ByteDance to File Legal Suit to Block Potential US Ban

ByteDance to File Legal Suit to Block Potential US Ban
Photo: Getty Images 08.05.2024 341

The Chinese company argues that the law banning TikTok violates the U.S. Constitution.

TikTok and its Chinese parent company ByteDance sued in U.S. federal court on Tuesday seeking to block a law signed by President Joe Biden that would force the divestiture of the short video app used by 170 million Americans or ban it.

The companies filed their lawsuit in the U.S. Court of Appeals for the District of Columbia Circuit, arguing that the law violates the U.S. Constitution on a number of grounds including running afoul of First Amendment free speech protections. The law, signed by Biden on April 24, gives ByteDance until Jan. 19 to sell TikTok or face a ban.

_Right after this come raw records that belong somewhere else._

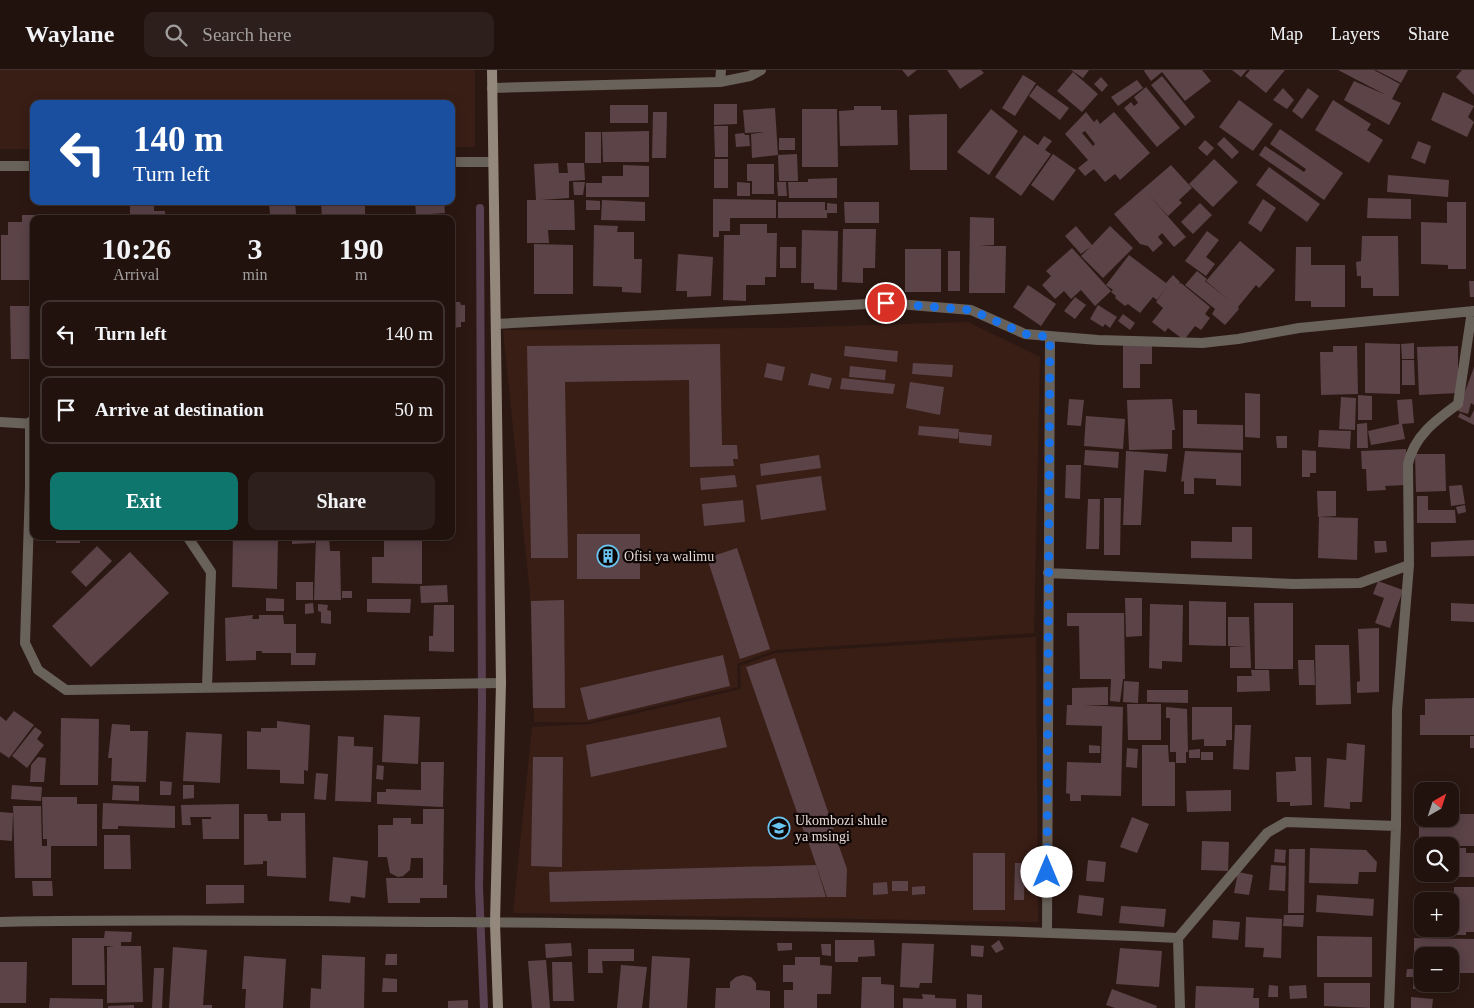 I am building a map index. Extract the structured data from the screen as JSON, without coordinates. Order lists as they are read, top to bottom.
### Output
{
  "places": {
    "building": ["Ofisi ya walimu"],
    "school or university": ["Ukombozi shule ya msingi"]
  },
  "north": "top right",
  "page": {
    "header": "Waylane",
    "search": "Search here",
    "nav": ["Map", "Layers", "Share"],
    "turn": ["140 m", "Turn left"],
    "eta": [
      "10:26",
      "Arrival",
      "3",
      "min",
      "190",
      "m"
    ],
    "list": [
      {
        "name": "Turn left",
        "value": "140 m"
      },
      {
        "name": "Arrive at destination",
        "value": "50 m"
      }
    ],
    "buttons": ["Exit", "Share"],
    "map_buttons": ["+", "−"]
  }
} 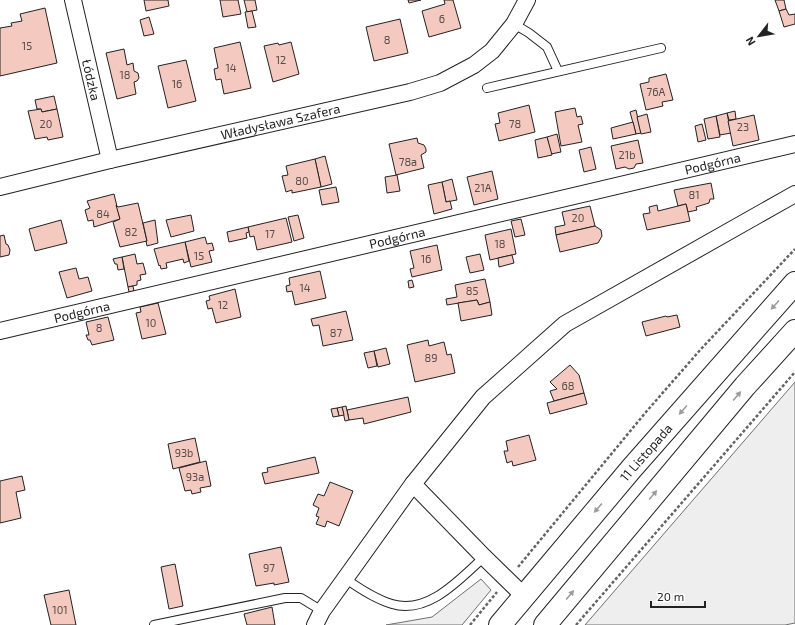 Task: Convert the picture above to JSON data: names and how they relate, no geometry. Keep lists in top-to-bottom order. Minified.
{"streets":{"main road":["11 Listopada"],"street":["Łódzka","Władysława Szafera","Podgórna"]},"crossings":[["Łódzka","Władysława Szafera"]],"house_numbers":["6","8","15","12","14","18","16","76A","20","78","23","21b","78a","80","21A","81","84","20","82","17","18","15","16","14","85","12","10","8","87","89","68","93b","93a","97","101"],"scale_bar":"20 m","north":"bottom left"}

The lawsuit said the divestiture "is simply not possible: not commercially, not technologically, not legally. ... There is no question: the Act (law) will force a shutdown of TikTok by January 19, 2025, silencing the 170 million Americans who use the platform to communicate in ways that cannot be replicated elsewhere."

According to the suit, 58% of ByteDance is owned by global institutional investors including BlackRock, General Atlantic and Susquehanna International Group, 21% owned by the company's Chinese founder and 21% owned by employees - including about 7,000 Americans.

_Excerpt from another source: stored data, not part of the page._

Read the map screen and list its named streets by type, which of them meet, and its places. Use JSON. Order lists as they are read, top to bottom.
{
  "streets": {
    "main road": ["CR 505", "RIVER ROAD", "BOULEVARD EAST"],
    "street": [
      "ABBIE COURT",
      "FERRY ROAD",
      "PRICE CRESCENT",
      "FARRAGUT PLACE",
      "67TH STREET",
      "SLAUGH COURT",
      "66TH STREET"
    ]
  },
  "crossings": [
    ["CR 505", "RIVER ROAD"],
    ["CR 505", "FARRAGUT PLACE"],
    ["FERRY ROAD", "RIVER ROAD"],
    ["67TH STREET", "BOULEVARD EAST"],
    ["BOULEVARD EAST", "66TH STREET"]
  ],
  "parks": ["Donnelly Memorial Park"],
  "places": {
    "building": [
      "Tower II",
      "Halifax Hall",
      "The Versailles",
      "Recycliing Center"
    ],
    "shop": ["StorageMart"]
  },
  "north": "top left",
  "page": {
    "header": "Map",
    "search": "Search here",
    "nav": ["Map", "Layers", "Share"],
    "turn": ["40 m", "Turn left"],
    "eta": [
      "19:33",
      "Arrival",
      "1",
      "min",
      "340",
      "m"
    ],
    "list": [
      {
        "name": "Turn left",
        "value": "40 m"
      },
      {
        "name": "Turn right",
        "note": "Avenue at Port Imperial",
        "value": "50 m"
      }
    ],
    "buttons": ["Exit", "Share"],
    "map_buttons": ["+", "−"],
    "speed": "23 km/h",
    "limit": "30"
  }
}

TikTok has spent $2 billion to implement measures to protect the data of U.S. users and made additional commitments in a 90-page draft National Security Agreement developed through negotiations with the Committee on Foreign Investment in the United States (CFIUS), according to the lawsuit. That pact included TikTok agreeing to a "shut-down option" that would give the U.S. government the authority to suspend TikTok in the United States if it violates some obligations, according to the suit.

To move the TikTok source code to the United States "would take years for an entirely new set of engineers to gain sufficient familiarity," according to the lawsuit.

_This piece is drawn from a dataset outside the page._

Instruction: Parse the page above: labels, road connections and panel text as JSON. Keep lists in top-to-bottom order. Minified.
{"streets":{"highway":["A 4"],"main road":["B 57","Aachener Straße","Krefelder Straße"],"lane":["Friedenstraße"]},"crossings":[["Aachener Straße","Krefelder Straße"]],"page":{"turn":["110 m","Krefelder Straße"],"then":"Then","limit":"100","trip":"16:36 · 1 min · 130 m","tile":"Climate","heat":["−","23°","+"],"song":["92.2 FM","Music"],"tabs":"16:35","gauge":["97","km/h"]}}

The four-year battle over TikTok is a significant front in the ongoing conflict over the internet and technology between the United States and China. In April, Apple said China had ordered it to remove WhatsApp and Threads (owned by Meta, banned and designated as extremist in Russia) from its App Store in China over Chinese national security concerns.

On April 20, the U.S. House of Representatives approved a bill to ban TikTok in the country if ByteDance does not sell the platform. The US authorities explain the need to ban the platform saying that the application is “controlled by the country's foreign adversaries” and that there is no way to guarantee the security of personal data of Americans using this social network.